Task item
Below are the records; copy exactly the stretch from the line containing "ctx.save();" through the line containing "M654,0H698L704,5L691,9L684,3L664,8Z", both ends included, and nothing else.

Records shown
_____

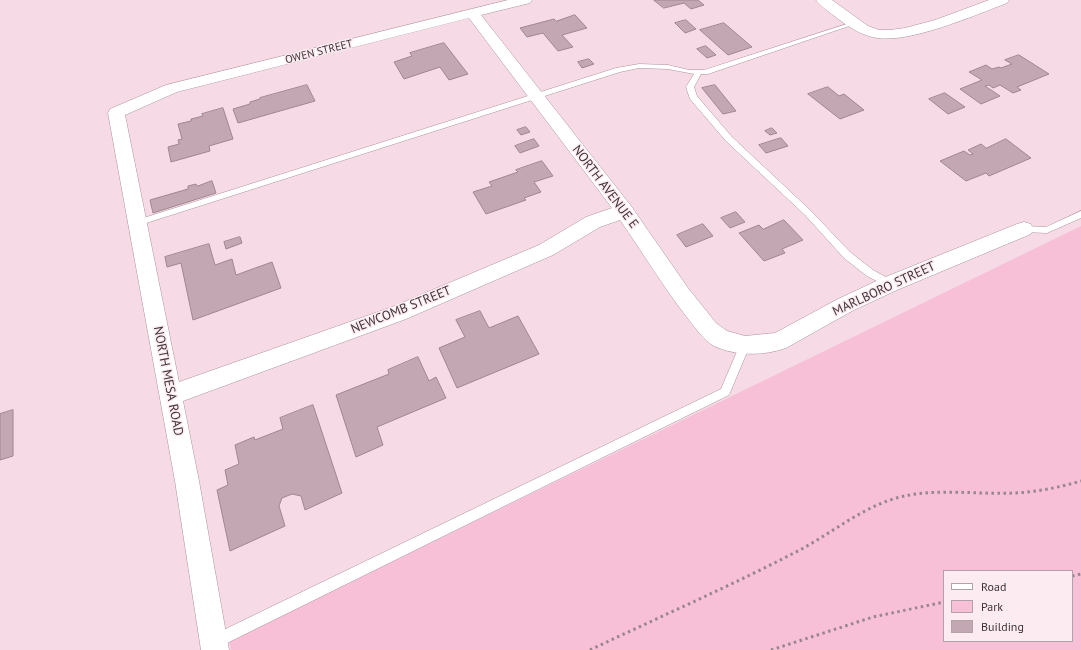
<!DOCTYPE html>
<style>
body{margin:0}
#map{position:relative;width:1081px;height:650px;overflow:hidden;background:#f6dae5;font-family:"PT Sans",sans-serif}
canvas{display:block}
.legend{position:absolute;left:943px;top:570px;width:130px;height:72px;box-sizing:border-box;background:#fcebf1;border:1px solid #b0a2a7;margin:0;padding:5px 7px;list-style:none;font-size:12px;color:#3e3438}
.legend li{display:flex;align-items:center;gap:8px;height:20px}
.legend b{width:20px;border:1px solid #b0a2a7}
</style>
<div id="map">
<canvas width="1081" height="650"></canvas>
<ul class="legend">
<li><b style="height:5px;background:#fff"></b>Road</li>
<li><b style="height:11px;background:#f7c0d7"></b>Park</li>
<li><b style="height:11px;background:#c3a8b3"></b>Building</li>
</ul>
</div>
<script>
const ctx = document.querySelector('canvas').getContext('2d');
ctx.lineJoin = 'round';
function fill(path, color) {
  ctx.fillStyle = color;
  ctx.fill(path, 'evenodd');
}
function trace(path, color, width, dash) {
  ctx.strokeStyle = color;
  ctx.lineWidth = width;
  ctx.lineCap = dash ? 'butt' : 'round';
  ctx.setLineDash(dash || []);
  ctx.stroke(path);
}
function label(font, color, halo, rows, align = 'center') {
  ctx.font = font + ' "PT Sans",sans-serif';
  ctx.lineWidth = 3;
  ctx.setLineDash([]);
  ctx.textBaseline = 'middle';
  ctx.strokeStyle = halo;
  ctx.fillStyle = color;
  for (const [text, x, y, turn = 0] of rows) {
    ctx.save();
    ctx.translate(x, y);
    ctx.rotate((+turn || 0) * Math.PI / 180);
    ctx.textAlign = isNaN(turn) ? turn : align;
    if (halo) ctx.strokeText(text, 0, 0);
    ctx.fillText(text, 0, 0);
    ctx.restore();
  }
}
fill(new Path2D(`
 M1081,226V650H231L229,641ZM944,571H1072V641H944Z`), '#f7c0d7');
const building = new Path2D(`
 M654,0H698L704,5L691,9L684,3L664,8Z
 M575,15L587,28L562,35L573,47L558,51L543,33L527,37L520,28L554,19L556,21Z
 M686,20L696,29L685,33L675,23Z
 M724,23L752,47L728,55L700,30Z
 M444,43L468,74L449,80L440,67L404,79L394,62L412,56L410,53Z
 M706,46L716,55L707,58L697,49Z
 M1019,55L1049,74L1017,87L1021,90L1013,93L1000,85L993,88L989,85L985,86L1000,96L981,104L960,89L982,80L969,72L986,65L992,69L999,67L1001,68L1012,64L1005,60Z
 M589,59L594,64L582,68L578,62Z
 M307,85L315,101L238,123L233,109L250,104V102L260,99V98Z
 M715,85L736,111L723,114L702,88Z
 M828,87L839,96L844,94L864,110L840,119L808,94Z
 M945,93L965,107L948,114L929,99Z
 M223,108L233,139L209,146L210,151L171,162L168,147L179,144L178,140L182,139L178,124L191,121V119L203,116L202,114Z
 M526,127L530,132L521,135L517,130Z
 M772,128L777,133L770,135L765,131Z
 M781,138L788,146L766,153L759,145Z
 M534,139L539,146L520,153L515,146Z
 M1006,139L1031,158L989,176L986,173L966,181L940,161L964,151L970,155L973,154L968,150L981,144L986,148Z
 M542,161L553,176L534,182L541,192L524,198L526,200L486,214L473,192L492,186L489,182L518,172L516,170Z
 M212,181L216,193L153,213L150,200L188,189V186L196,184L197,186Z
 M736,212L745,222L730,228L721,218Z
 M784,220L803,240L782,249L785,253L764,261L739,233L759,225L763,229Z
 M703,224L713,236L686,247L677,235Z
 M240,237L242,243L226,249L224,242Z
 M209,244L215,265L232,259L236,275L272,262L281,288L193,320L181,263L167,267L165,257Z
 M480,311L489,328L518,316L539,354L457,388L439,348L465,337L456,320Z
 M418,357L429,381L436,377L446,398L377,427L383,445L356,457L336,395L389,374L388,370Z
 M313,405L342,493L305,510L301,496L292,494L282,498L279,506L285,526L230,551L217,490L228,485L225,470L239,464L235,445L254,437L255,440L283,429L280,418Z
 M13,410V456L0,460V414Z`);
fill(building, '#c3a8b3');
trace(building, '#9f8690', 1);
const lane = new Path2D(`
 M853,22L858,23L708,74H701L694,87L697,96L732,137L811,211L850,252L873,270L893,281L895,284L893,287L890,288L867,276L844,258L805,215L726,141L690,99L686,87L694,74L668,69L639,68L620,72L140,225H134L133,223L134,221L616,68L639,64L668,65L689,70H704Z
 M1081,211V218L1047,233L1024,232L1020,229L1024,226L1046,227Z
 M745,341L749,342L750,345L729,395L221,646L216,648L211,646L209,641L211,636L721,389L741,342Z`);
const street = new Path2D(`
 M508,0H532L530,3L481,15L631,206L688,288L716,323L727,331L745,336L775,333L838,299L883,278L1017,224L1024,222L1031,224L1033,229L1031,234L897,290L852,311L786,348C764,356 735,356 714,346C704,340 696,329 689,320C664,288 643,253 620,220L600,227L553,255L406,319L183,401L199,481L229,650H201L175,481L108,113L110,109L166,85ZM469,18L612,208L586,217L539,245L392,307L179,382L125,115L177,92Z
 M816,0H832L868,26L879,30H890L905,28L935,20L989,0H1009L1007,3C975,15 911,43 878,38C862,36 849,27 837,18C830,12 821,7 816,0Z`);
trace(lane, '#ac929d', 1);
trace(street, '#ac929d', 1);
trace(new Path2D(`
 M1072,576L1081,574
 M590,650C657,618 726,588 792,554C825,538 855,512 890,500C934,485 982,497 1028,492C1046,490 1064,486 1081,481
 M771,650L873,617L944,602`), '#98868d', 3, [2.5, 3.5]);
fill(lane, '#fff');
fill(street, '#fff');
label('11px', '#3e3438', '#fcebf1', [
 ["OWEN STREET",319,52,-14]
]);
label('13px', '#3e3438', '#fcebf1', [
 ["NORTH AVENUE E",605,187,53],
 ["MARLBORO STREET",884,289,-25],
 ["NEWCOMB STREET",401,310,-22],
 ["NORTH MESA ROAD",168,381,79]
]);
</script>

_____

Result
    ctx.save();
    ctx.translate(x, y);
    ctx.rotate((+turn || 0) * Math.PI / 180);
    ctx.textAlign = isNaN(turn) ? turn : align;
    if (halo) ctx.strokeText(text, 0, 0);
    ctx.fillText(text, 0, 0);
    ctx.restore();
  }
}
fill(new Path2D(`
 M1081,226V650H231L229,641ZM944,571H1072V641H944Z`), '#f7c0d7');
const building = new Path2D(`
 M654,0H698L704,5L691,9L684,3L664,8Z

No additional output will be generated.